Born Oct. 2, 1967, in Tulia, Texas, Father Garza is the oldest of four children. His great-greatgrandparents were cattle ranchers from southern Spain who settled in that area of the U.S. when it was part of Mexico. His parents moved to Clewiston when he was young and he graduated from Clewiston High School before entering St. John Vianney Seminary. He was ordained for the Archdiocese of Miami on May 11, 1996, and served at St. Mary Star of the Sea in Key West before being sent to Rome to obtain a licentiate in missiology from the Gregorian University. He worked with Catholic Charities and as pastor of San Isidro Parish in Pompano Beach before being named archdiocesan vocations director in January 2009.
Currently Msgr. Garza is Pastor at St. Joachim Church.
What he did before becoming a priest:
He worked as a bank teller while pursuing a degree in architecture. He ultimately received a two-year degree in drafting.

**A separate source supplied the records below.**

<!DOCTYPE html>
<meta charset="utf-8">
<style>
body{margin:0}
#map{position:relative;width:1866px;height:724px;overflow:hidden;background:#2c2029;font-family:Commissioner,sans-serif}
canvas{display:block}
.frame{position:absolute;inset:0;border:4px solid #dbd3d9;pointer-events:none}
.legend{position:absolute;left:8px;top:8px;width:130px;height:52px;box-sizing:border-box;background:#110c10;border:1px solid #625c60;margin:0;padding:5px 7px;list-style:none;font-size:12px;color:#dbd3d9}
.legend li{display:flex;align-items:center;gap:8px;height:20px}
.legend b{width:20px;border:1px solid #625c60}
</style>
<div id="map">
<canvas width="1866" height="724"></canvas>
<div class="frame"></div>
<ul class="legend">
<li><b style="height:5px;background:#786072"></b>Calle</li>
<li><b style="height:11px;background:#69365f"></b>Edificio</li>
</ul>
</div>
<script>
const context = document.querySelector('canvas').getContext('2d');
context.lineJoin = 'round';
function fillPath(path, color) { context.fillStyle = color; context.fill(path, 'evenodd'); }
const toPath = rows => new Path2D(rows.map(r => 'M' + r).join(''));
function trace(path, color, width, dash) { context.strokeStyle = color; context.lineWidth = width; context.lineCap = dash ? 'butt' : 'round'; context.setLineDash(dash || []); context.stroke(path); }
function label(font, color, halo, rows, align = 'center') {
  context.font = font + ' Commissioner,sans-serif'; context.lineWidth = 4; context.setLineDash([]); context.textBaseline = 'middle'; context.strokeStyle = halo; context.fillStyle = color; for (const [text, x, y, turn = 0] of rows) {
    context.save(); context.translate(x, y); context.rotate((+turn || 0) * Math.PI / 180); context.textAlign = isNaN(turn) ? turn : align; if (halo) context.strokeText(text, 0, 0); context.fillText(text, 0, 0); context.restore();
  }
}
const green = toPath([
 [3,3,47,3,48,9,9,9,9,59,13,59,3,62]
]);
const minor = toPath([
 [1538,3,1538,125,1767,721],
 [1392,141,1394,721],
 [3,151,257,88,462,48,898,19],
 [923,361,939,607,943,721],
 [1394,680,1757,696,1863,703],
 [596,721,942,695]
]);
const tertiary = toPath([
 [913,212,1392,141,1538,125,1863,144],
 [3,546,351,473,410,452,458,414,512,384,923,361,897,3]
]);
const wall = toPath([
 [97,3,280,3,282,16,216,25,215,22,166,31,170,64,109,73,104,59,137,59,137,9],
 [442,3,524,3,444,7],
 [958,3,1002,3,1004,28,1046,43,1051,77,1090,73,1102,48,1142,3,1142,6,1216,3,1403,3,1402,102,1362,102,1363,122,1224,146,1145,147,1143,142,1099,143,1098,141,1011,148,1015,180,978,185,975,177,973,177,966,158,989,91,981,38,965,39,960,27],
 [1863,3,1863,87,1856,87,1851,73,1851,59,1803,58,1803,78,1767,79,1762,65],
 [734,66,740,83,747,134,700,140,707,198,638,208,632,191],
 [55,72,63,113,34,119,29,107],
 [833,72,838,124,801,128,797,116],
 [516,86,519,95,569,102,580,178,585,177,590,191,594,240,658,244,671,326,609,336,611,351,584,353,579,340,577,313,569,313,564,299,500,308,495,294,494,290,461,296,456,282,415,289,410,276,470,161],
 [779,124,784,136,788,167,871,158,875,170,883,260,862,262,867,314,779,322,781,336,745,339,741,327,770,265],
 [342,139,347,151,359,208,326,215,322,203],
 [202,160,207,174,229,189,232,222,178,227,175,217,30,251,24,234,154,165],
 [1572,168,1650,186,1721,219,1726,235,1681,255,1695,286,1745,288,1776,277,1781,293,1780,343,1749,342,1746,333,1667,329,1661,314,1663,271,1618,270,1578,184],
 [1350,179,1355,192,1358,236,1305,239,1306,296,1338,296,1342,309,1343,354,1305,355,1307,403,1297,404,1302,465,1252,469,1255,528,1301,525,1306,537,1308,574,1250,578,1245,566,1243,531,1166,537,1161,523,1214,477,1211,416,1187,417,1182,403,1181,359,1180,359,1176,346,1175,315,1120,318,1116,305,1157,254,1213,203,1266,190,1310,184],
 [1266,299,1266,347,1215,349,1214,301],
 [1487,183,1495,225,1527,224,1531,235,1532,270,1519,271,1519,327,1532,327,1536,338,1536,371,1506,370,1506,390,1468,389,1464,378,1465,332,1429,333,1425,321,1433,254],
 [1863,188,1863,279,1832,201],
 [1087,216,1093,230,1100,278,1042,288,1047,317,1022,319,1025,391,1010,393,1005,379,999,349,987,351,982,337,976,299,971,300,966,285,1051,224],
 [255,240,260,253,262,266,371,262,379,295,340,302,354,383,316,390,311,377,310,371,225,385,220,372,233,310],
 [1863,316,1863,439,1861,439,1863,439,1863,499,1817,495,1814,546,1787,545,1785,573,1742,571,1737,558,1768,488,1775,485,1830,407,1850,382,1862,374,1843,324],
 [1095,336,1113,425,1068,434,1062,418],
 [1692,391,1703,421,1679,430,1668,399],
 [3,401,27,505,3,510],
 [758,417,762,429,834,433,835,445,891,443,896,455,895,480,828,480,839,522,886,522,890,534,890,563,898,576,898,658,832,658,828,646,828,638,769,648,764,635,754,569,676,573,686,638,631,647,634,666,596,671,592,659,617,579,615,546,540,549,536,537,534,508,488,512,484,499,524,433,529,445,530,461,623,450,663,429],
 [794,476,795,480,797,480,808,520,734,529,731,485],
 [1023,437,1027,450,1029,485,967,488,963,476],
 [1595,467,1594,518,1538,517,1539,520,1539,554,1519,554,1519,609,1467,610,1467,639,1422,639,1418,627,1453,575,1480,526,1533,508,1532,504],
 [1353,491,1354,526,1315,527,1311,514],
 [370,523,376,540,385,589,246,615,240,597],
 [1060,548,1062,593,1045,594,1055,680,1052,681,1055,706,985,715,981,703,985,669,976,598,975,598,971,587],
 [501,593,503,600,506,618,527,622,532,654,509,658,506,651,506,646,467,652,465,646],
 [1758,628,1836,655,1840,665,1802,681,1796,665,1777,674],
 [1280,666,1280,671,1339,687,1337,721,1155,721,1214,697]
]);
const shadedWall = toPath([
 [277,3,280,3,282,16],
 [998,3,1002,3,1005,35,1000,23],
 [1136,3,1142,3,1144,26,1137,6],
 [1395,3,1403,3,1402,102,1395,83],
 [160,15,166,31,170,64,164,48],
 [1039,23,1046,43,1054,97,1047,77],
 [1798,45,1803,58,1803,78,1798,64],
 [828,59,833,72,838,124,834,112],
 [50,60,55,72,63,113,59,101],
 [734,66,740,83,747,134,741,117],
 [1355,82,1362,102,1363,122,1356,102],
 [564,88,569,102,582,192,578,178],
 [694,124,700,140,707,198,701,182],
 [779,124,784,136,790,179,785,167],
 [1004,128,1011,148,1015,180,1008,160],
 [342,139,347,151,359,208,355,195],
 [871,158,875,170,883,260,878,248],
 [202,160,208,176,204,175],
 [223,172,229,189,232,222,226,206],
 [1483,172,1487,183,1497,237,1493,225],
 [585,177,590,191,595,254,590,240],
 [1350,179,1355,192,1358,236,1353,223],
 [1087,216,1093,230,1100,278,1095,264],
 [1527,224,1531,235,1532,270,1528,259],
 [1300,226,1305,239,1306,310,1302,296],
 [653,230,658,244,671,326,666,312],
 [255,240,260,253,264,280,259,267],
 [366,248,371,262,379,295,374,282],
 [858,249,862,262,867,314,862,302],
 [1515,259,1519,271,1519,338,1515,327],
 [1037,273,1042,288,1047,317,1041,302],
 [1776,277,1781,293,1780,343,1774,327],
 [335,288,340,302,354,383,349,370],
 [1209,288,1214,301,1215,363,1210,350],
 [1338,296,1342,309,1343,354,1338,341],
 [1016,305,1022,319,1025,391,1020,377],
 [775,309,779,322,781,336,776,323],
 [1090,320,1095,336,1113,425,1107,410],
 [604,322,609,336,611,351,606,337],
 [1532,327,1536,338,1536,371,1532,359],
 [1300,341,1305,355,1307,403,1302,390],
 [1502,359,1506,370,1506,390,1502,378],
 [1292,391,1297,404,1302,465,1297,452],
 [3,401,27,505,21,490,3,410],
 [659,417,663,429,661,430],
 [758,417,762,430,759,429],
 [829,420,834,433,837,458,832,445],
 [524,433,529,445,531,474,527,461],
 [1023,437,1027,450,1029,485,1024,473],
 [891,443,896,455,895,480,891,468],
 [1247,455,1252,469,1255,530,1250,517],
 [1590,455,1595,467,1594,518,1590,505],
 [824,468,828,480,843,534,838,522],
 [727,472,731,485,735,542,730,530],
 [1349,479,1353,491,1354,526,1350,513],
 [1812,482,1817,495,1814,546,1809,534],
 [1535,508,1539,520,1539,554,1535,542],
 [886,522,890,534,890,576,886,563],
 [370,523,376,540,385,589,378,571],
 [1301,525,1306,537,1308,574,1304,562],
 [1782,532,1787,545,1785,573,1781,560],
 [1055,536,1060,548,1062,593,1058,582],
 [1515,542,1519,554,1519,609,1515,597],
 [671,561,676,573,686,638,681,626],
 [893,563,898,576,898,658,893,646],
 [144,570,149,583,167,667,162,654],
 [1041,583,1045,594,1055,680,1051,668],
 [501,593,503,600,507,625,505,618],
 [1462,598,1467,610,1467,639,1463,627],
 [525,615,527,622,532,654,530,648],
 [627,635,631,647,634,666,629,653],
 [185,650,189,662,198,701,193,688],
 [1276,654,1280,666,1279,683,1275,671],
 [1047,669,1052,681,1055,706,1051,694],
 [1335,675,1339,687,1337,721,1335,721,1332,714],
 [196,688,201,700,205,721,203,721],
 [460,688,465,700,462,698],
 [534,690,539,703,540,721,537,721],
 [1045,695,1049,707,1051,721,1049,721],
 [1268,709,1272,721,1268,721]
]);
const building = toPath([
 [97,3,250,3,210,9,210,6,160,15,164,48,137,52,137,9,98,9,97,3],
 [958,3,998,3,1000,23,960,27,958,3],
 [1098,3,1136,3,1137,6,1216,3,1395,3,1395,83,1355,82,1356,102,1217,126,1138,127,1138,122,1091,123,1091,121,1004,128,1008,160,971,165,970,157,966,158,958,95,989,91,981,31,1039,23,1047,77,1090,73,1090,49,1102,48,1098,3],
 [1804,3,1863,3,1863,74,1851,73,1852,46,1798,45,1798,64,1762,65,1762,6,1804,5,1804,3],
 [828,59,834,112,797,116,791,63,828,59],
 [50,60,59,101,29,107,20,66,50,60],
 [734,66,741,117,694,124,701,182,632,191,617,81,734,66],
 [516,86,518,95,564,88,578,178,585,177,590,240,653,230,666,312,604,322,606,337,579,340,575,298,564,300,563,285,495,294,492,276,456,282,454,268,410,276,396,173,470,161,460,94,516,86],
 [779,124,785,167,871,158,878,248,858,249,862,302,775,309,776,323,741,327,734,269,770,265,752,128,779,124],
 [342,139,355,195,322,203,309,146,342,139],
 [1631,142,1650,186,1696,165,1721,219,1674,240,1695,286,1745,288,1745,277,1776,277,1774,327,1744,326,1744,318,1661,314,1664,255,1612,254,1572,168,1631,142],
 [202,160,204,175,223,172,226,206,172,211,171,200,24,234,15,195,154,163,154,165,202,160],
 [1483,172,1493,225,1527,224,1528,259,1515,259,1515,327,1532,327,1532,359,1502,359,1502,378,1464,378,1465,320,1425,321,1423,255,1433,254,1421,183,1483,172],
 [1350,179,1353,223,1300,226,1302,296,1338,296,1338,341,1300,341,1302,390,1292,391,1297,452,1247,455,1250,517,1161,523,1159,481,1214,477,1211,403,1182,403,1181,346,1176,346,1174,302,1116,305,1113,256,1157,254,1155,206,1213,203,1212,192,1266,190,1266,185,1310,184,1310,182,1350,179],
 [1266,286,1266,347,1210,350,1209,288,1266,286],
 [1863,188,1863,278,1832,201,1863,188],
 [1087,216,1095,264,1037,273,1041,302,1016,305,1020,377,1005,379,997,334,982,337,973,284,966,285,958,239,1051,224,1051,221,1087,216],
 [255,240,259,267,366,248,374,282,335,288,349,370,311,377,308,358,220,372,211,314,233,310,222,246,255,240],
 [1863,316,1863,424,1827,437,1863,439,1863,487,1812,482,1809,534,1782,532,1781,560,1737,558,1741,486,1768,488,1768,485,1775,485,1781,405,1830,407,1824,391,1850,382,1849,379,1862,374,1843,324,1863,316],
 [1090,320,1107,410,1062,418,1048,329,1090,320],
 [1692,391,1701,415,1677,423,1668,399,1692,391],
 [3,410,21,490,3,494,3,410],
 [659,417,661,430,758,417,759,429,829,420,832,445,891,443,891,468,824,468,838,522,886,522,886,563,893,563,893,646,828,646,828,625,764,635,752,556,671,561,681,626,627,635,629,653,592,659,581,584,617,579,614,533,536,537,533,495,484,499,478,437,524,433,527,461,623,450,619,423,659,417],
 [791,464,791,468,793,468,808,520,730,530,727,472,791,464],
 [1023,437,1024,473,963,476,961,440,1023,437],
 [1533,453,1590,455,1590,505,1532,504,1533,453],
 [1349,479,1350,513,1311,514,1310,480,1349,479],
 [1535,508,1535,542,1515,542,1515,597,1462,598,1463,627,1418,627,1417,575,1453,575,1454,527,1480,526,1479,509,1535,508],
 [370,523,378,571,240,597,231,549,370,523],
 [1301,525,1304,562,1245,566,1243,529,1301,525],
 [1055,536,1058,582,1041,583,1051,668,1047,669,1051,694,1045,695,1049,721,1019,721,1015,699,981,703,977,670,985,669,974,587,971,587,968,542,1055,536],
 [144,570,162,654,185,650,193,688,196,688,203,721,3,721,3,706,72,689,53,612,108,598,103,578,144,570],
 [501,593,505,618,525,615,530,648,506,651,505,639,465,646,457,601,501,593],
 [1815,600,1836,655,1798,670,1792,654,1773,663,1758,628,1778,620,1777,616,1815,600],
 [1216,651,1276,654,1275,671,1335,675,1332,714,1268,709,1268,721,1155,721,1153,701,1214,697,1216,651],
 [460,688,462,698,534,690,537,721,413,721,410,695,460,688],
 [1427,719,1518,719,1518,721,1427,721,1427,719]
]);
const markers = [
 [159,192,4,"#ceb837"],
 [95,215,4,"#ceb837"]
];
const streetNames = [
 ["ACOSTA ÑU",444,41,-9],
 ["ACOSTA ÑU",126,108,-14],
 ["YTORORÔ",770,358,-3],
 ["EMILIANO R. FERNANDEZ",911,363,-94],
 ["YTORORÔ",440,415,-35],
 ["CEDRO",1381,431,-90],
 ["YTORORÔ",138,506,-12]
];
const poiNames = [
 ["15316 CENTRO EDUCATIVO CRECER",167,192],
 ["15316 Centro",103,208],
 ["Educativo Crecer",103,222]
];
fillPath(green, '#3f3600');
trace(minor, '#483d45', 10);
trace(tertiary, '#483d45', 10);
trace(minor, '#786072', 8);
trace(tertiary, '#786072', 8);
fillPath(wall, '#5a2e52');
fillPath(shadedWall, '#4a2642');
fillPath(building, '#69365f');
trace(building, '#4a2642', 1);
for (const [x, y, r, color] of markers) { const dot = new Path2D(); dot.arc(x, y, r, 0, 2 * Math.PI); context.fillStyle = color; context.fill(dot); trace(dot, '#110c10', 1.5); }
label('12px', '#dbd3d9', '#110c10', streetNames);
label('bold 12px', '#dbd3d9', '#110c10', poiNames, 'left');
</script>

When he knew he wanted to be a priest:
Even though his family was religious and attended Mass faithfully, the thought never entered his mind. "I wanted to be married, have a lot of kids and be an architect." Then a friend from the youth group at San Isidro Parish insisted he attend a vocations retreat in Conyers, Ga. "I didn't know what a vocation was. … I went to the retreat just to get him off my back." By the last day, "I decided, I've heard so much, I like this. So why not try it out?" He began the discernment process and entered the seminary at age 20. "They told me, at any point, you can leave. You don't commit until you reach ordination. That was a sense of relief for me. I had nothing to lose. I said to myself, 'I'll give it a chance.'"
"They told me, at any point, you can leave. … That was a sense of relief for me. I had nothing to lose."
Person most surprised by his vocation:
"My father was adamantly against me being a priest" and did not speak to him for a year after he announced his decision. In part, his father feared the priesthood would take him too far from his family; in part, his objections were rooted in the anti-clericalism that exists in the Mexican culture. "We don't like priests but we go to Mass." Father Garza's vocation "healed a lot of my family's misconceptions about the priests and the nuns" and his father "eventually became my greatest support and my best friend." Ironically, Father Garza has remained geographically closer to his dad, who died in 2000, than any of the other children, who moved to other states. His dad is buried at Our Lady of Mercy Cemetery in Miami. When he visits there, Father Garza likes to remind him, "Here I am again; your only son who's here."
What the seminary did not prepare him for:
Parish administration: "A parish is almost like a business. You have to run it. You have to make decisions and if you're not prepared, you're going to make bad decisions."
What he would be doing if he had not become a priest:
"I probably would have pursued architecture. I still read and I have my drafting table. I still draw."
The most difficult aspect of being a priest:
"Dealing with the fact that you can't please everybody."
His description of the ideal priest:
"A priest who loves and forgives as Christ does; who does not judge."
Whenever he travels to the mission in Colombia, Father Garza takes a day to go paragliding off a 9,000-foot mountain. He took up the sport three years ago. "I feel freedom." Here he poses with his paragliding instructor/partner, a young man known by his nickname, "La Garza" (the heron). A video of Father Garza paragliding can be seen at old.miamiarch.org.
Priestly stereotype that should be discarded:
"That they're perfectly holy."
What he does on his days off:
"Drive to Key West, have lunch and come back." He also spends much of his vacation time helping out at a mission in the suburbs of Medellin, Colombia. "Most of what I do is the financial part of it," raising funds in the U.S. to build a church there.
Last book read:
"Road to Cana" by Anne Rice.
Favorite type of music:
"I love to dance so I like the cumbia."
What he collects:
Nativity scenes. Right now he has about 30, including one from Africa. "I never buy any. They've all been given to me and that's how I started collecting them."
"Trying to do anything I can for the mission in Colombia."
Person he most admires:
"My mom and dad."
His greatest joy:
Baptizing and celebrating the sacraments for his nephews and nieces.
Thing he most fears:
None, not even on not marrying or having children. Among his parishioners and friends, "I have tons of children and brothers and sisters. … It's a mystery that you can't understand unless you're a priest and you allow yourself to live that mystery."